La modification a franchi une frontière importante. BGP transporte des routes entre systèmes autonomes et peut contenir de très grandes tables Internet. OSPF distribue l'état interne d'un opérateur. Redistribuer une sélection limitée peut être nécessaire ; injecter une table BGP complète dans le protocole intérieur crée une quantité d'état que les équipements internes n'étaient pas censés traiter.
Le filtre a été retiré à 4 h 43 HAE. En deux minutes, les passerelles du cœur ont commencé à tomber. À 4 h 58, la chronologie enregistre un flot de routes dépassant la capacité de traitement. Le processeur et la mémoire des routeurs de cœur ont été épuisés, interrompant le mobile, la téléphonie fixe, Internet, les accès professionnels et le 9-1-1. Le rétablissement s'est poursuivi jusqu'au lendemain matin [1].

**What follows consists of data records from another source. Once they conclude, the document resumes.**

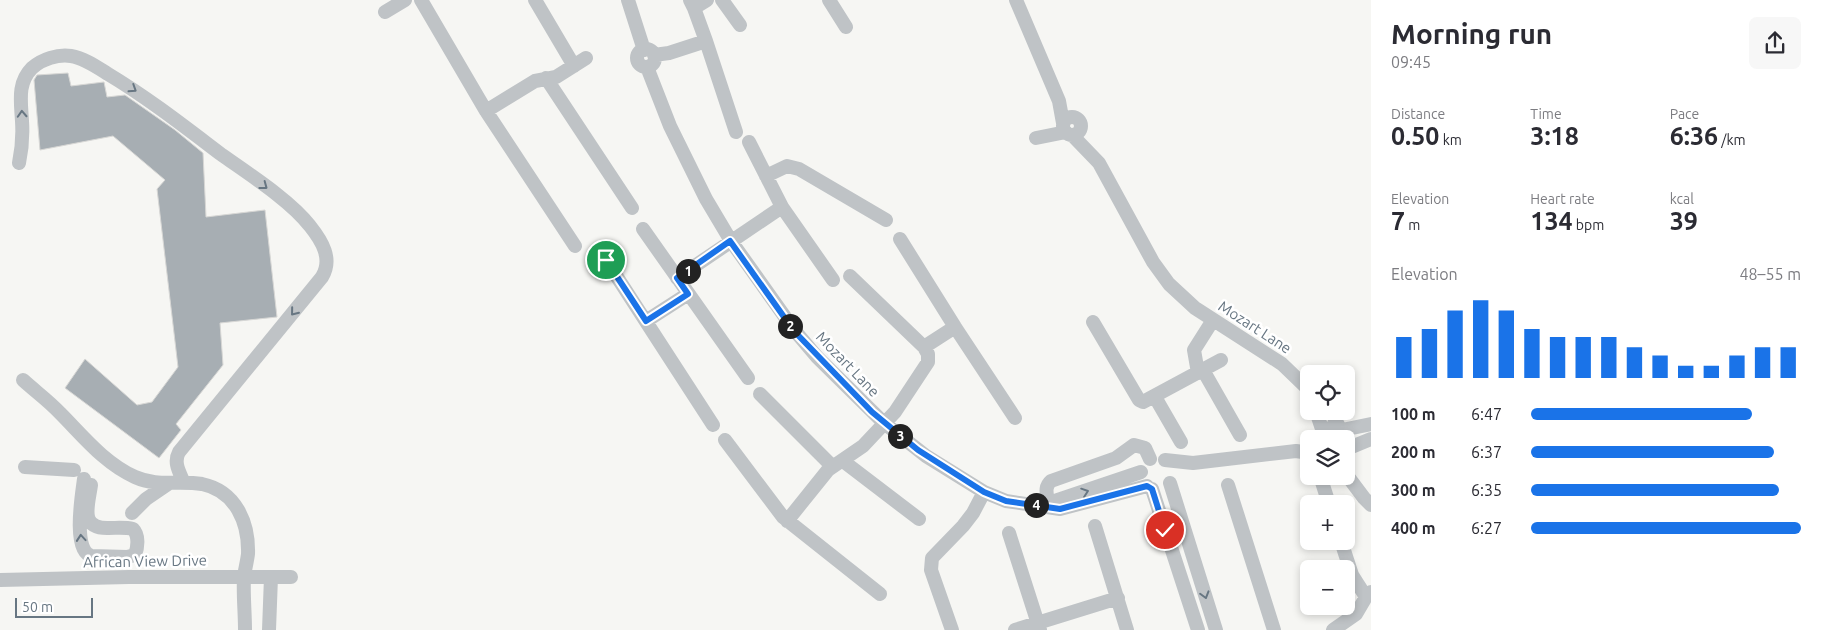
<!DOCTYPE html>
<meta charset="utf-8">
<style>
body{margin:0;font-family:Ubuntu,sans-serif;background:#f7f7f7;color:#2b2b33;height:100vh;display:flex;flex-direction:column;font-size:19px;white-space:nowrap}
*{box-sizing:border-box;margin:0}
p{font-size:16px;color:#7c7c81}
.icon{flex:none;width:28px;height:28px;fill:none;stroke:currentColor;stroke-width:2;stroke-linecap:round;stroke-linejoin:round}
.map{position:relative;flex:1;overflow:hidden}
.side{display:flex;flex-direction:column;background:#fff;width:450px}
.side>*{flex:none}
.controls{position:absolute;left:1300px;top:365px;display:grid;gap:10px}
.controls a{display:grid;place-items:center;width:55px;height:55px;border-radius:8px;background:#fff;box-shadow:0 2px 8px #0003;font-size:25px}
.scale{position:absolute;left:15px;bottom:12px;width:78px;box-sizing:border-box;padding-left:5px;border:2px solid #677682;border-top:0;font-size:14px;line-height:18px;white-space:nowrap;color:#677682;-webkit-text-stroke:4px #fff;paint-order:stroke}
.pin{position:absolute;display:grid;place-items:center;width:42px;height:42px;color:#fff;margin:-21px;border:2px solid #fff;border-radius:50%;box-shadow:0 1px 5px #0007}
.km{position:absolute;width:25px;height:25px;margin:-12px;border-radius:50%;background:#222;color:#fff;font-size:14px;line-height:25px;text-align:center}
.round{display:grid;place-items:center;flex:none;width:52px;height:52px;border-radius:8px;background:#f7f7f7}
.summary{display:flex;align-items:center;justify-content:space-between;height:85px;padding:0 20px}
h1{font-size:28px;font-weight:600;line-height:38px}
.metrics{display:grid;grid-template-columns:repeat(3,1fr);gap:8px;height:85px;padding:5px 20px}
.metrics div{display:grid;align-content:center}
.metrics b{font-size:25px;font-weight:600}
.metrics small{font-size:14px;font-weight:400}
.metrics p{font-size:14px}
.chart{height:140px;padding:10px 20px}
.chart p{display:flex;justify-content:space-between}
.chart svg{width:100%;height:90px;margin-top:5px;stroke:#1a73e8;stroke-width:6}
ul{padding:0 20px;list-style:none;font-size:16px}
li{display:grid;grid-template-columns:80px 60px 1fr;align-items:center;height:38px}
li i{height:12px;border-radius:6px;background:#1a73e8}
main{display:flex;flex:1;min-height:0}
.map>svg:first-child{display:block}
.building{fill:#a7aeb3;stroke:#d7d7d5}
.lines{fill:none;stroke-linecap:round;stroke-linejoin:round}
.minor{stroke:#bfc3c6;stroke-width:14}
.oneway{stroke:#677682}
.route-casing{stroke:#fff;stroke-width:10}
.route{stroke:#1a73e8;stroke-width:6}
.labels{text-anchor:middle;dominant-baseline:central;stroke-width:5;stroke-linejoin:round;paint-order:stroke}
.street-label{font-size:15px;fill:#677682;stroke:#fff}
</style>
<main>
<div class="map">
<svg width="1371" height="630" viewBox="0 0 1371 630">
<rect width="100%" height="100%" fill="#f6f6f3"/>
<path class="building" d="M68 73 71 86 104 82 107 97 125 95 175 130 203 153 206 217 265 210 277 317 220 323 223 365 176 424 181 430 159 458 65 388 85 359 137 405 152 402 178 367 157 189 165 180 113 136 40 150 34 80 37 75Z"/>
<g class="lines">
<path class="minor" d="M421 0 486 111 575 246
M535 0 574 66
M628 0 644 50
M690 0 694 8 706 41 736 132
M722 0 740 25
M829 0 846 27
M1016 0 1059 101 1063 123
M694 8 707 0
M385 12 405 0
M637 58a9 9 0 1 1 18 0a9 9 0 1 1-18 0Z
M654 55 669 53 706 41
M647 67 670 126 706 199 731 241 795 331 817 357 884 423 926 456 984 492 1006 501 1060 509 1147 486
M546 78 632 208
M486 111 535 81 556 77 586 58
M1063 126a9 9 0 1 1 18 0a9 9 0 1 1-18 0Z
M1072 135 1099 163 1153 262 1169 284 1195 308 1282 364 1309 390
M1036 138 1066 132
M749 142 782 207 833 280
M19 163C22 149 23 136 22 121 21 102 17 83 32 68 42 59 58 54 71 56 84 58 97 67 108 74 148 98 185 127 222 155 249 174 291 201 310 226 322 241 333 259 322 277L179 452C173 463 180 473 184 483
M766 176 787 166 799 169 886 220
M643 229 748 378
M900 239 955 327 1015 418
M606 260 713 425
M677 278 782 207
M646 321 688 294
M1093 322 1139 400 1143 402 1221 360
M924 347 955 327
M1203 370 1240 435
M1198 373 1194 350 1213 320
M23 380C35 391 49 401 60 413 83 436 104 463 135 477 157 487 179 480 202 484 236 491 249 523 248 554 247 562 245 569 244 577 243 594 245 612 245 630
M760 394 832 466
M1155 397 1181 442
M1316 411 1323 432
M1331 411 1340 429
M1342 430 1371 424
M1319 439C1328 416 1358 431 1346 453
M725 440 783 517 880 594
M1349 448 1371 439
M1165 460 1193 463 1296 451 1309 453
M843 461 919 519
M25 467 74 470
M1346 474 1364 498 1371 505
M84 479C82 494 72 553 92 556L127 557 135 555C138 547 139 535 133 529 125 527 117 528 109 528 79 529 88 507 91 485
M1321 479 1329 504
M1170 483 1216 630
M1228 485 1274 630
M1152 489 1198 630
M1048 503C1047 494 1044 487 1051 481L1116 458 1134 445 1145 448 1150 459
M1049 503 1141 472
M132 513 146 499 168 484
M787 521 828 470 863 446 895 412 928 362V354L924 347 850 276
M1095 526 1127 630
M1009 533 1040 630
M1341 541 1352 575 1366 597
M0 580 129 577H291
M269 630 271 577
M952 630 931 570 932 558 963 526 973 513 984 492
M1015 630 1118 598
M1333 630 1356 614 1366 597 1371 592"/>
</g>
<defs><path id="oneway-chevron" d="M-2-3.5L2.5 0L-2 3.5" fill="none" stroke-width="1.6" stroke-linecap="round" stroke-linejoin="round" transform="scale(1.25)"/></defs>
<g class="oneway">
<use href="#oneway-chevron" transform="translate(133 89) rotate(33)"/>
<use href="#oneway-chevron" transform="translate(22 114) rotate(-93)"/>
<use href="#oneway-chevron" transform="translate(264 186) rotate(37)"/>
<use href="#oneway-chevron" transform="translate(294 312) rotate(129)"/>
<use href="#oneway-chevron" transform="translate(1085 492) rotate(-19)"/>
<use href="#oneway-chevron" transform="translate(81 538) rotate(-95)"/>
<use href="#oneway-chevron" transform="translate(1205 595) rotate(74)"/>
</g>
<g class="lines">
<g class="route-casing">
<path id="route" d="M606 260 646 321 688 294 677 278 730 241 794 331 872 412 918 450 984 492 1006 501 1060 509 1147 486 1152 489 1165 530"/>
</g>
<use href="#route" class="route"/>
</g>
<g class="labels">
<g class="street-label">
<text transform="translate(1255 327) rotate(33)">Mozart Lane</text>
<text transform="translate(848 364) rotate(46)">Mozart Lane</text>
<text transform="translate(145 561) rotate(-1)">African View Drive</text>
</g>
</g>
</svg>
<div class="controls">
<a><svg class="icon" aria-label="locate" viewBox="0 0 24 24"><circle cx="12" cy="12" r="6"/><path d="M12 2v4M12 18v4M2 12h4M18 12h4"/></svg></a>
<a><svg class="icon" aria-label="layers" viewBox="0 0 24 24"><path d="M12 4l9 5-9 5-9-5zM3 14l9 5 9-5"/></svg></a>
<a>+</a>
<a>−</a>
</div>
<div class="scale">50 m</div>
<div class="pin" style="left:606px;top:260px;background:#1e9e55"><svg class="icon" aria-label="arrive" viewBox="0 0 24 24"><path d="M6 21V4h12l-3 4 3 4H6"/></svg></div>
<div class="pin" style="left:1165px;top:530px;background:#d93025"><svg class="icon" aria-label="check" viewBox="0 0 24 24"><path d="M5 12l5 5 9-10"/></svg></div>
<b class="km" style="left:688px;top:271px">1</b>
<b class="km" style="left:790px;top:326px">2</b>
<b class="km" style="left:900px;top:436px">3</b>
<b class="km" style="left:1036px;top:505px">4</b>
</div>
<section class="side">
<div class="summary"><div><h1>Morning run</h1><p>09:45</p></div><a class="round"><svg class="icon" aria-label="share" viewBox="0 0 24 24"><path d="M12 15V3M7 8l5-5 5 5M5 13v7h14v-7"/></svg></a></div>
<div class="metrics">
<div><p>Distance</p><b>0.50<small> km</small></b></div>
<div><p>Time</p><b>3:18</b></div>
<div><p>Pace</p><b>6:36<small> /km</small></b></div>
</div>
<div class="metrics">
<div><p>Elevation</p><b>7<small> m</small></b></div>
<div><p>Heart rate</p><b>134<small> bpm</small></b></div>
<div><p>kcal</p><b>39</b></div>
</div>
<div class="chart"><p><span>Elevation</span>48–55 m</p>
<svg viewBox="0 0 160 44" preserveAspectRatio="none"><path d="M5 44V24M15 44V20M25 44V11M35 44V6M45 44V11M55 44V20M65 44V24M75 44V24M85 44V24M95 44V29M105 44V33M115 44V38M125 44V38M135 44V33M145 44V29M155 44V29"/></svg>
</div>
<ul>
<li><b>100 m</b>6:47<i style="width:82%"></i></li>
<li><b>200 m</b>6:37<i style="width:90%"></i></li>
<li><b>300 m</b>6:35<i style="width:92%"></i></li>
<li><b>400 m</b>6:27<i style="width:100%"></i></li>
</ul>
</section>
</main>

Les premiers messages publics de Rogers étaient moins détaillés. Le 8 juillet, le directeur général a reconnu une panne des réseaux mobiles et fixes et a assumé la responsabilité [4]. Le 9 juillet, l'entreprise a parlé d'une défaillance après une maintenance du cœur, de routeurs devenus défectueux, du retrait d'équipements précis et d'une redirection progressive du trafic [5]. Ces messages décrivent ce que l'opérateur savait alors ; l'évaluation ultérieure du CRTC fixe le mécanisme technique.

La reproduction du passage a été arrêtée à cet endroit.